***** DATA SHOWN

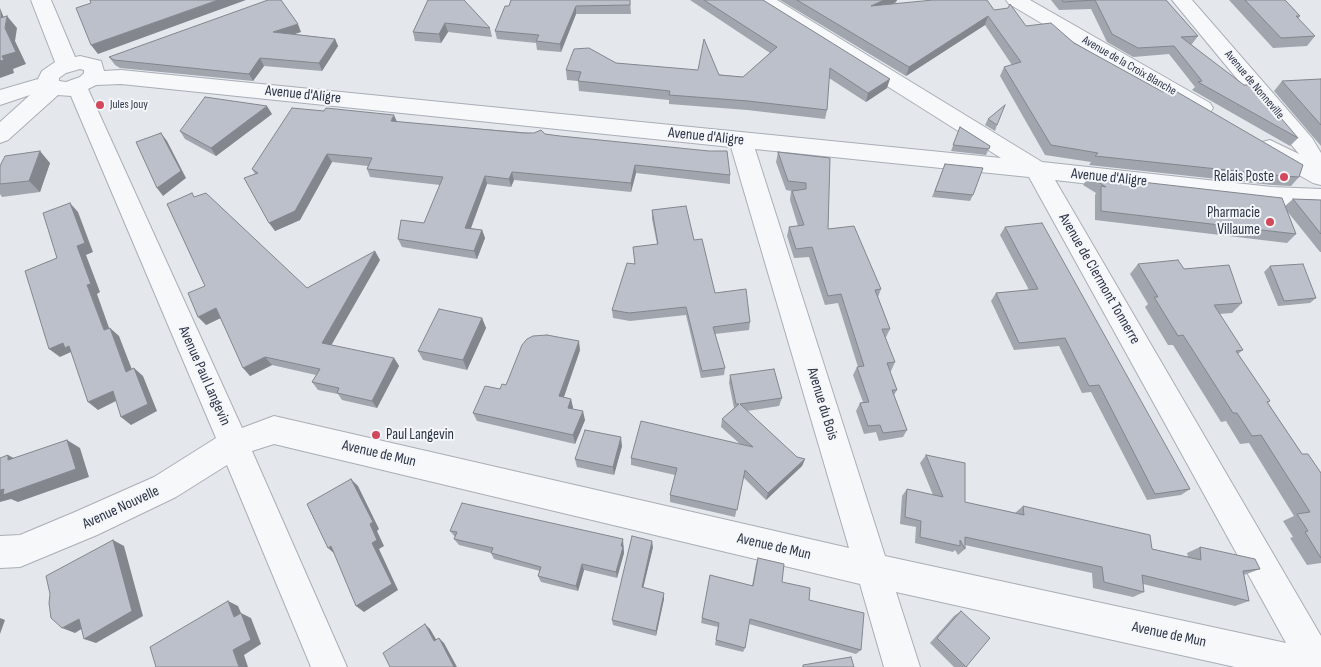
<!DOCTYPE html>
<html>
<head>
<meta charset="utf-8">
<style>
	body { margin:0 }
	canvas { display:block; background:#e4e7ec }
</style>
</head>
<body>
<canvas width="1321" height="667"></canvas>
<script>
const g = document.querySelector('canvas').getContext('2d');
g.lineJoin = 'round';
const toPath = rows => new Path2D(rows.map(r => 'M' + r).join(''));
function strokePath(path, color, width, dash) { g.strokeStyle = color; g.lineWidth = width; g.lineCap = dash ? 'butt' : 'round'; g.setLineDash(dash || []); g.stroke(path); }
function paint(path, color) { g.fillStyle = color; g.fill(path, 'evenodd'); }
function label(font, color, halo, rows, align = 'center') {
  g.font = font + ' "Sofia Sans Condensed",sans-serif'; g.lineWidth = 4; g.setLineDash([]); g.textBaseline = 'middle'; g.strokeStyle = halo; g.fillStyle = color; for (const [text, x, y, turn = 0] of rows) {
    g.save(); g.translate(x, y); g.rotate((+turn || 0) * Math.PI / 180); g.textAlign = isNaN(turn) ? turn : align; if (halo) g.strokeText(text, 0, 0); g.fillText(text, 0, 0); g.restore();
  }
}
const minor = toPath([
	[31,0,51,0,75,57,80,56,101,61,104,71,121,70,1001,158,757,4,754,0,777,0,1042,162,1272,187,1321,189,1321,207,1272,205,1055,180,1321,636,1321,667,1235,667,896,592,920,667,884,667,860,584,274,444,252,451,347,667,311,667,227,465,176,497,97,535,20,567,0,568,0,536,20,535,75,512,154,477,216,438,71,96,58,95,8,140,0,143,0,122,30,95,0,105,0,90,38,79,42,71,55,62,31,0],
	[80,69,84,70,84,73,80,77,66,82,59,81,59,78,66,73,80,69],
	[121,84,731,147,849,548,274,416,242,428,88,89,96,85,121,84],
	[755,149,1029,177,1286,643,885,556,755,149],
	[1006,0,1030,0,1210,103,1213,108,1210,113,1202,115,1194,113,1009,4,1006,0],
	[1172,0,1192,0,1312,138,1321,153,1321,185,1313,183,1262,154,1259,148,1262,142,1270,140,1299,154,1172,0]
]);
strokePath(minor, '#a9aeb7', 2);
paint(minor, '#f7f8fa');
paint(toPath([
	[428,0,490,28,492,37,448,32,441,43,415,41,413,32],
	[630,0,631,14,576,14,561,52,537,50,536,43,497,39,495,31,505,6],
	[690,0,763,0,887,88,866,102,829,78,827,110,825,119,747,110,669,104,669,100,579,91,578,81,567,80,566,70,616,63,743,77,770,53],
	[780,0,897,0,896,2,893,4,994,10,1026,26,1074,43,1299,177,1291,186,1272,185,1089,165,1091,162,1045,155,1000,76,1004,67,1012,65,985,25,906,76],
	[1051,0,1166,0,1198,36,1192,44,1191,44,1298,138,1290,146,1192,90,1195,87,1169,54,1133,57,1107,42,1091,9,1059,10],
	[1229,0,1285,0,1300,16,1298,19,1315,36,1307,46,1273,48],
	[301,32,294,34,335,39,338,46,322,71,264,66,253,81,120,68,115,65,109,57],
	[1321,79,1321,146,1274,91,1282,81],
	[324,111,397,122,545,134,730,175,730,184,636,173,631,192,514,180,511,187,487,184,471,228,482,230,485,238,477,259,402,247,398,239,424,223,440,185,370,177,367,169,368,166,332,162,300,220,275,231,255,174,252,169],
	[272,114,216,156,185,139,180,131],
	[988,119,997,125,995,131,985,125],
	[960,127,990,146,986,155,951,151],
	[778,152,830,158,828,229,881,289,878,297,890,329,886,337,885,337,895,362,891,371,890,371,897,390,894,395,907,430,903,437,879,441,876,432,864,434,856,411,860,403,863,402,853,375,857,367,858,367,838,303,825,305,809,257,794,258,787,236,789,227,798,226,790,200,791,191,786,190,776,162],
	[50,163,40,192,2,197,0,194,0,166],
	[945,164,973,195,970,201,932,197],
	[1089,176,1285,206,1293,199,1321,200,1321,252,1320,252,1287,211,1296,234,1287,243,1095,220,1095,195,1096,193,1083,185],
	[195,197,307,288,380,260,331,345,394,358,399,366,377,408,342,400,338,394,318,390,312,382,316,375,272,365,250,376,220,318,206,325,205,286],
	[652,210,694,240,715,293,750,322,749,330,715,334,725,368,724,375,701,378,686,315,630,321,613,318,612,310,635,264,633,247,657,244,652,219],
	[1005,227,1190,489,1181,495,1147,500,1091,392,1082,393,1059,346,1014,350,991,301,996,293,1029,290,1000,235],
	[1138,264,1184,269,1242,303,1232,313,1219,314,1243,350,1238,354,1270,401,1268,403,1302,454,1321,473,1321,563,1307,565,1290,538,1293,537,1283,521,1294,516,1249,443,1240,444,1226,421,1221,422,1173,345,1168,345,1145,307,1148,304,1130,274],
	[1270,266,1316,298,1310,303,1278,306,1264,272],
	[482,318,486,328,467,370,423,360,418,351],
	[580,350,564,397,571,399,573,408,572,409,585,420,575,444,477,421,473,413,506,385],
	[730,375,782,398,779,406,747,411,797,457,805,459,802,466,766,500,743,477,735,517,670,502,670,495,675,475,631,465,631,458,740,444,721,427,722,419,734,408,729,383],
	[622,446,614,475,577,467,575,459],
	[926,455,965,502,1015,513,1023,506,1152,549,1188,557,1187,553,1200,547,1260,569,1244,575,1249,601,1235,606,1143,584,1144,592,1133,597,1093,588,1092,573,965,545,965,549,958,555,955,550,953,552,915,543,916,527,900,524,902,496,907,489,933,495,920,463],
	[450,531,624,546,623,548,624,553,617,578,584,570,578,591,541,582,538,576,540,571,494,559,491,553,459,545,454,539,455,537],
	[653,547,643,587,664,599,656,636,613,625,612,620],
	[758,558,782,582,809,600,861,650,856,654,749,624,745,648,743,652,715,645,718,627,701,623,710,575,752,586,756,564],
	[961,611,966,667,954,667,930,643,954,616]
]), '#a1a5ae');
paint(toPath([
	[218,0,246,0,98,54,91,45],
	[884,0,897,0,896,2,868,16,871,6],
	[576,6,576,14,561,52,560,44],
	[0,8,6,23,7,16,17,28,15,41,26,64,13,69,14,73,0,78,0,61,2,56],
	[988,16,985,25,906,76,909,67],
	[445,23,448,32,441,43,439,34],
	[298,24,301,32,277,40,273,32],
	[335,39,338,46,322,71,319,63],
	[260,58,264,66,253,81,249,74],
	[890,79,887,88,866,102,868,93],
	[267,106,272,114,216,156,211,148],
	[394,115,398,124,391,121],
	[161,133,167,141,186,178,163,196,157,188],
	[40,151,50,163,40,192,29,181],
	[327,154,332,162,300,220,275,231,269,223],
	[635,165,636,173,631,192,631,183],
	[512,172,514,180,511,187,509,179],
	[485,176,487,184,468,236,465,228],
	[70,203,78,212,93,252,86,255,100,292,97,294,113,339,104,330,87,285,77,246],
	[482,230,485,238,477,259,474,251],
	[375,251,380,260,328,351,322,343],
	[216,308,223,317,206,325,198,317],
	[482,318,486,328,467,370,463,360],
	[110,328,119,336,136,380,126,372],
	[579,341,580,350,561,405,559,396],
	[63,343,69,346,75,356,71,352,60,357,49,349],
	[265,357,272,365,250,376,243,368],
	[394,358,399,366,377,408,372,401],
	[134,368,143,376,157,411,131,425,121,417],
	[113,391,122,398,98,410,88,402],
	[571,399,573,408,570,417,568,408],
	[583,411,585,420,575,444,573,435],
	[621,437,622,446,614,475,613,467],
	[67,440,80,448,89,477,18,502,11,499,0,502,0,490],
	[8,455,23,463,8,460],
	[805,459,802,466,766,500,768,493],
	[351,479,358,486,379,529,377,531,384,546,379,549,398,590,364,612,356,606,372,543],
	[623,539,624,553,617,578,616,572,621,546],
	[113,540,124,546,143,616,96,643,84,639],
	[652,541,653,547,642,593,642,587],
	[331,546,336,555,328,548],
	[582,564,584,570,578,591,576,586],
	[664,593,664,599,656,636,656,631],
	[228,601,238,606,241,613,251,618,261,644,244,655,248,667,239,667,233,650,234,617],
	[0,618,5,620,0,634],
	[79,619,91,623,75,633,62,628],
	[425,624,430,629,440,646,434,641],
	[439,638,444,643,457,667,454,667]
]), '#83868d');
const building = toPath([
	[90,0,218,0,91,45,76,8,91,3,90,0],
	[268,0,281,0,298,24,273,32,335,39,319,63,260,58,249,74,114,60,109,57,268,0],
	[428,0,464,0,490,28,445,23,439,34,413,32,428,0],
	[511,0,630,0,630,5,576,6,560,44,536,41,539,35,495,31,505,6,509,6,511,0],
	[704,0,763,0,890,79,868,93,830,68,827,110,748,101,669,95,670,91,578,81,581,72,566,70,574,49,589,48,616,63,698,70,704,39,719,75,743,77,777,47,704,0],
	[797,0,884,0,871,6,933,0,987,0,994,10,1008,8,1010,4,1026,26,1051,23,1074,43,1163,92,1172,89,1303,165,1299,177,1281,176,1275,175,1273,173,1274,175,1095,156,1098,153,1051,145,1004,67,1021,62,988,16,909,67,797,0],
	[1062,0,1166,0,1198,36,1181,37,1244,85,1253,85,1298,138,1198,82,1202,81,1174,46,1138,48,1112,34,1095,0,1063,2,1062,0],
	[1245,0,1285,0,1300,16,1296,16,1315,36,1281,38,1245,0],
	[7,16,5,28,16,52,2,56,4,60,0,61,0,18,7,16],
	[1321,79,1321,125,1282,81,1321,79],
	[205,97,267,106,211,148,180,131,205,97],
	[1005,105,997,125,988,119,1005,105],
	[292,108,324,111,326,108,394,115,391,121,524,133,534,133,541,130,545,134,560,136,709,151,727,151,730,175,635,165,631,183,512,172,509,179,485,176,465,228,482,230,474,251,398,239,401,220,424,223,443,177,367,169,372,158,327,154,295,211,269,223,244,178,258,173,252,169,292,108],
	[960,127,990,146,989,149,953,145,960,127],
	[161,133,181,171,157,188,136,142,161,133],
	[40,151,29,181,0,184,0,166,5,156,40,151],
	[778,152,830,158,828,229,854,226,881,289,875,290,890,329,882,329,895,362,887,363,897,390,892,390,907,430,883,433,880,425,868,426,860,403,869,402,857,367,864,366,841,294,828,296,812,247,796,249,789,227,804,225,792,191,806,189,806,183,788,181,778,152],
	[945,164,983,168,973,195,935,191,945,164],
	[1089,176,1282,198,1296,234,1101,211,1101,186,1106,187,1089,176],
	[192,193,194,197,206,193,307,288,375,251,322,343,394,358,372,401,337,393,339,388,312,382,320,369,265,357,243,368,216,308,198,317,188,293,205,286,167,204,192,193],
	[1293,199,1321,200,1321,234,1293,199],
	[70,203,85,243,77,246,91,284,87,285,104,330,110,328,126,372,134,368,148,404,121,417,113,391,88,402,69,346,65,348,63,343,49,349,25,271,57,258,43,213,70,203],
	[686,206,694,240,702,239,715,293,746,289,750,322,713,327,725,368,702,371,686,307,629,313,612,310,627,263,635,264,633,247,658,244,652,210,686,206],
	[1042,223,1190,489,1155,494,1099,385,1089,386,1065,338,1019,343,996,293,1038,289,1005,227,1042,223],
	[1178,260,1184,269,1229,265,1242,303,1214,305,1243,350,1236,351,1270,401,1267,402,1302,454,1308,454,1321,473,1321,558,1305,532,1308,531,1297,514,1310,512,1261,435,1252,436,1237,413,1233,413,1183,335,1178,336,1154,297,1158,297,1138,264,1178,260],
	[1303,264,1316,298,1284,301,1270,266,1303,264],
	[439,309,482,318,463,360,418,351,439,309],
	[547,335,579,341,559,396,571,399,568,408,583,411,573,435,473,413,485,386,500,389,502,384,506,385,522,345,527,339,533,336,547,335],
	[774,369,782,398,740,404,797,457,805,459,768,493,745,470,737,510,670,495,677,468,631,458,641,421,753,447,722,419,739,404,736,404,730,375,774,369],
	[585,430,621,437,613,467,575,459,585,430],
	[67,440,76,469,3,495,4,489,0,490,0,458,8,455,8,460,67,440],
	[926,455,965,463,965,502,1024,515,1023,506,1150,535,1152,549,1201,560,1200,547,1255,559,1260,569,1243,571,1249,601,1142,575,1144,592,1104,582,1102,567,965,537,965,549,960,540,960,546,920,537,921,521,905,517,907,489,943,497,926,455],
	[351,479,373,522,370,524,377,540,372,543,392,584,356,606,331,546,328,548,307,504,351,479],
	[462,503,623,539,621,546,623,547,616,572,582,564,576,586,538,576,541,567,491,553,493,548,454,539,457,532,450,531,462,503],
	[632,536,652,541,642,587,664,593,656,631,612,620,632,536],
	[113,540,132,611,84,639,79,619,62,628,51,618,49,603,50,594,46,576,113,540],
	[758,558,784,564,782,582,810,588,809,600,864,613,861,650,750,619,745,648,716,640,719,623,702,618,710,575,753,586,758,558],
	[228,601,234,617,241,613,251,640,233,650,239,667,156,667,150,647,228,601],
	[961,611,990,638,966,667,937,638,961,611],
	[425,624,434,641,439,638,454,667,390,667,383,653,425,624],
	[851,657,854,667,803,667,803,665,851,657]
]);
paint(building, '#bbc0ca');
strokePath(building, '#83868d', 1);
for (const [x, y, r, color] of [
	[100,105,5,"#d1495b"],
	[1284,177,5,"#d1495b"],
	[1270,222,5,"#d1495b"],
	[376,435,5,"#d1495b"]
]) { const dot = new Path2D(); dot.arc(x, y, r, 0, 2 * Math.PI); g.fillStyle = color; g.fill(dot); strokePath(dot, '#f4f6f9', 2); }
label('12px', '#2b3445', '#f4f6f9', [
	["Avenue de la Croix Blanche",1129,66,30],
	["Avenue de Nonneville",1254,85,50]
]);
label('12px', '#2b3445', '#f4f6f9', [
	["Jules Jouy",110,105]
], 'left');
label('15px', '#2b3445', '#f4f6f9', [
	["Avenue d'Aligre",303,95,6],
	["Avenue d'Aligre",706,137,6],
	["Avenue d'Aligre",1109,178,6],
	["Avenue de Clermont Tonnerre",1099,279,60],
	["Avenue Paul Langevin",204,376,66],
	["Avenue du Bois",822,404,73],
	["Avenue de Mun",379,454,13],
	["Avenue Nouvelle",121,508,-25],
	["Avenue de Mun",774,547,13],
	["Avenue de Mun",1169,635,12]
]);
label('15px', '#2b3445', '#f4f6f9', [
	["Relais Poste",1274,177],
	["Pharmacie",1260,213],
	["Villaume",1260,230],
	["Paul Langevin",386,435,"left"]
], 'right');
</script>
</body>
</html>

**********
***** DATA SHOWN

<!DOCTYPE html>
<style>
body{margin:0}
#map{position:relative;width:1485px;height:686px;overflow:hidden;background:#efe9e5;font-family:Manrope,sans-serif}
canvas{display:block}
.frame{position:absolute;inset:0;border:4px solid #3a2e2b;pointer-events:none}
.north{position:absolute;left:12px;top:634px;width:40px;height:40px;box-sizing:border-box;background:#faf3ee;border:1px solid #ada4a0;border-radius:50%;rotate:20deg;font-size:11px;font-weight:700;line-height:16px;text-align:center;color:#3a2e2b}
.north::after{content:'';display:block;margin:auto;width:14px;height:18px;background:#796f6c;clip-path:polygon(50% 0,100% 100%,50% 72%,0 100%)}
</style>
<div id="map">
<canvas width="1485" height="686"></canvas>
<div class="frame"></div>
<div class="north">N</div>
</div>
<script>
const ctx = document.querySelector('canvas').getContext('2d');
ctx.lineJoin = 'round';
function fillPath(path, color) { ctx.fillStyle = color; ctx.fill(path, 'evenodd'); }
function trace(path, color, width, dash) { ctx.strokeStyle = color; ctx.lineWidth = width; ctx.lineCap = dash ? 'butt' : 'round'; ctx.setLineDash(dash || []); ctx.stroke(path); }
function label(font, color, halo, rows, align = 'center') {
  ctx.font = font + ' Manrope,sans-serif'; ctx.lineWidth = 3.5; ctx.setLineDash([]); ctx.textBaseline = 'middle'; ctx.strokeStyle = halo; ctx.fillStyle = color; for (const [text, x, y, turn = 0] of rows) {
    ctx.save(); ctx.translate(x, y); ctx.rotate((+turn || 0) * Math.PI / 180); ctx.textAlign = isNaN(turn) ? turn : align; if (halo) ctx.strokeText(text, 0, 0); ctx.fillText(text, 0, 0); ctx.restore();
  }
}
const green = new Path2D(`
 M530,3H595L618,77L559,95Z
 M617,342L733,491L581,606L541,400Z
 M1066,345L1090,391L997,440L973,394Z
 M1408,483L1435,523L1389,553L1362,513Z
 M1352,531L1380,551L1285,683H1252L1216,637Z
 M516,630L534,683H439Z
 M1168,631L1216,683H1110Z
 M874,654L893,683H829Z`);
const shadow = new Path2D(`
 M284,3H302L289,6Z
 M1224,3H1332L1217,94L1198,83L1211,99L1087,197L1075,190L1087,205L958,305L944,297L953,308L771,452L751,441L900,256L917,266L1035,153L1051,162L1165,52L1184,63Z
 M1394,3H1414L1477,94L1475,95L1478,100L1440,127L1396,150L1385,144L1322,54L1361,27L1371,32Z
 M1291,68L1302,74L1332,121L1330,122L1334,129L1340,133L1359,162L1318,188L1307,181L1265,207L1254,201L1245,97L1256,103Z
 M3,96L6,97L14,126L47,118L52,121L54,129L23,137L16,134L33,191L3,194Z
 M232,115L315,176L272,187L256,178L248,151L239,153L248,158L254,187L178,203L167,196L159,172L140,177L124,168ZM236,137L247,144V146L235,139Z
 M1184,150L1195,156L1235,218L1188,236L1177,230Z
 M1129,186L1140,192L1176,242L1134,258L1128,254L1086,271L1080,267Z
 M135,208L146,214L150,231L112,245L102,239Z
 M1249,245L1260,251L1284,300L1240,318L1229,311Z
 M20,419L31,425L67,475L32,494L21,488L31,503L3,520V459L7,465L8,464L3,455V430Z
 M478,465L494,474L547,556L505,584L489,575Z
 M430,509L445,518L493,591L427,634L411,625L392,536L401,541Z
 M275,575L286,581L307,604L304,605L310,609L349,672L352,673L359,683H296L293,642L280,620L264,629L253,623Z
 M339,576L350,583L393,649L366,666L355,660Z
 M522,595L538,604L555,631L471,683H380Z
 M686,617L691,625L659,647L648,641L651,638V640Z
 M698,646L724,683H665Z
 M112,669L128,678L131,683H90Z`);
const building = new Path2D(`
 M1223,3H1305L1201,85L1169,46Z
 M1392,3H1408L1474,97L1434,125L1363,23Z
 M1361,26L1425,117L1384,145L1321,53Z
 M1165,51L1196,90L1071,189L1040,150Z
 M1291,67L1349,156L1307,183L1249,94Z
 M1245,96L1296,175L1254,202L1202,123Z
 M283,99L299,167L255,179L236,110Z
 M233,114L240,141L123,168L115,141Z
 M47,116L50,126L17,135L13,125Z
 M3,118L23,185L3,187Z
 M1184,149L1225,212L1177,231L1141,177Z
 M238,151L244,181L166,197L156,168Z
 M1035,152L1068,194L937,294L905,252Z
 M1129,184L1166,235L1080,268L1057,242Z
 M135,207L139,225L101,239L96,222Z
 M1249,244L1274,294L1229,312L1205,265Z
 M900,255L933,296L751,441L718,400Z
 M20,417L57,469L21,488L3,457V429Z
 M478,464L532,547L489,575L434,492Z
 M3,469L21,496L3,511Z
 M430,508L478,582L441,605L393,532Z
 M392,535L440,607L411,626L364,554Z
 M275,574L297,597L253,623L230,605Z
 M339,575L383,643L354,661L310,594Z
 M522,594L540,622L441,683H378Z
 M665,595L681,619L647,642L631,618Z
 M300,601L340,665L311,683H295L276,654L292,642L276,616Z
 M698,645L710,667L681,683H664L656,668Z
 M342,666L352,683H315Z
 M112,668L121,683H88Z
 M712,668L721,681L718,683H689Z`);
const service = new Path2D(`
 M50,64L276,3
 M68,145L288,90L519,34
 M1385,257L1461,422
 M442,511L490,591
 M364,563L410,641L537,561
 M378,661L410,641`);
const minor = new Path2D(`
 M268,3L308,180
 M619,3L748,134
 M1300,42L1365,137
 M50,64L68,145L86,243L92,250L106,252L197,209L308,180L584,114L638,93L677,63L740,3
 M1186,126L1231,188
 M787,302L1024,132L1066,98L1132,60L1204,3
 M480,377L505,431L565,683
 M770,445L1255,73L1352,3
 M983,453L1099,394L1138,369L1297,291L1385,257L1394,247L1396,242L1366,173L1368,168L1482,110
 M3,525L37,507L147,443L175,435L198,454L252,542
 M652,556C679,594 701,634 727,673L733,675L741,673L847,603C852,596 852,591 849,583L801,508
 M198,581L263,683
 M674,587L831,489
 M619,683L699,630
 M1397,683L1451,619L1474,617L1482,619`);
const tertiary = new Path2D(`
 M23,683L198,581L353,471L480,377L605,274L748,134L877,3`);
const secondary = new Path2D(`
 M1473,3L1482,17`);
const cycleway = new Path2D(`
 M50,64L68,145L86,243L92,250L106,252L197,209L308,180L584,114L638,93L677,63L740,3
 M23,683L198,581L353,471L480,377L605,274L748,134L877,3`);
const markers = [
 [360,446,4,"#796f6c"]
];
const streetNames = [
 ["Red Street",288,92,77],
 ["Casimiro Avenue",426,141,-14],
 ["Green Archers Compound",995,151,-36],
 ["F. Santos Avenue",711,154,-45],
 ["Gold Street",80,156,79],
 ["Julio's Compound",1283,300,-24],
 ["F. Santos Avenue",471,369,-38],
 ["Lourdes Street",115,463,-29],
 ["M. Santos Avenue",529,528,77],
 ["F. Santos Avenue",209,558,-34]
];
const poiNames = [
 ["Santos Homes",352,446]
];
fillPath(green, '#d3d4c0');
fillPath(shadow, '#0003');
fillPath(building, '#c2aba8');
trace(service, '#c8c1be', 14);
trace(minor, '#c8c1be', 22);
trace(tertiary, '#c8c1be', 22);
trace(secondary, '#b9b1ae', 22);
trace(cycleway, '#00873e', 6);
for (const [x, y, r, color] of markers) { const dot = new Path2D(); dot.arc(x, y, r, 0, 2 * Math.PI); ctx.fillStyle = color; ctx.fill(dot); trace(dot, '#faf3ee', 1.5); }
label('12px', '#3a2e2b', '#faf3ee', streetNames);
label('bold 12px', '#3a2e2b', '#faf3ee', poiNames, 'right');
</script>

**********

WHAT TO DO
Line count for the string "querySelector": please say how many lines in the entries above contain it, with no other words.

COMPLETED TASK
2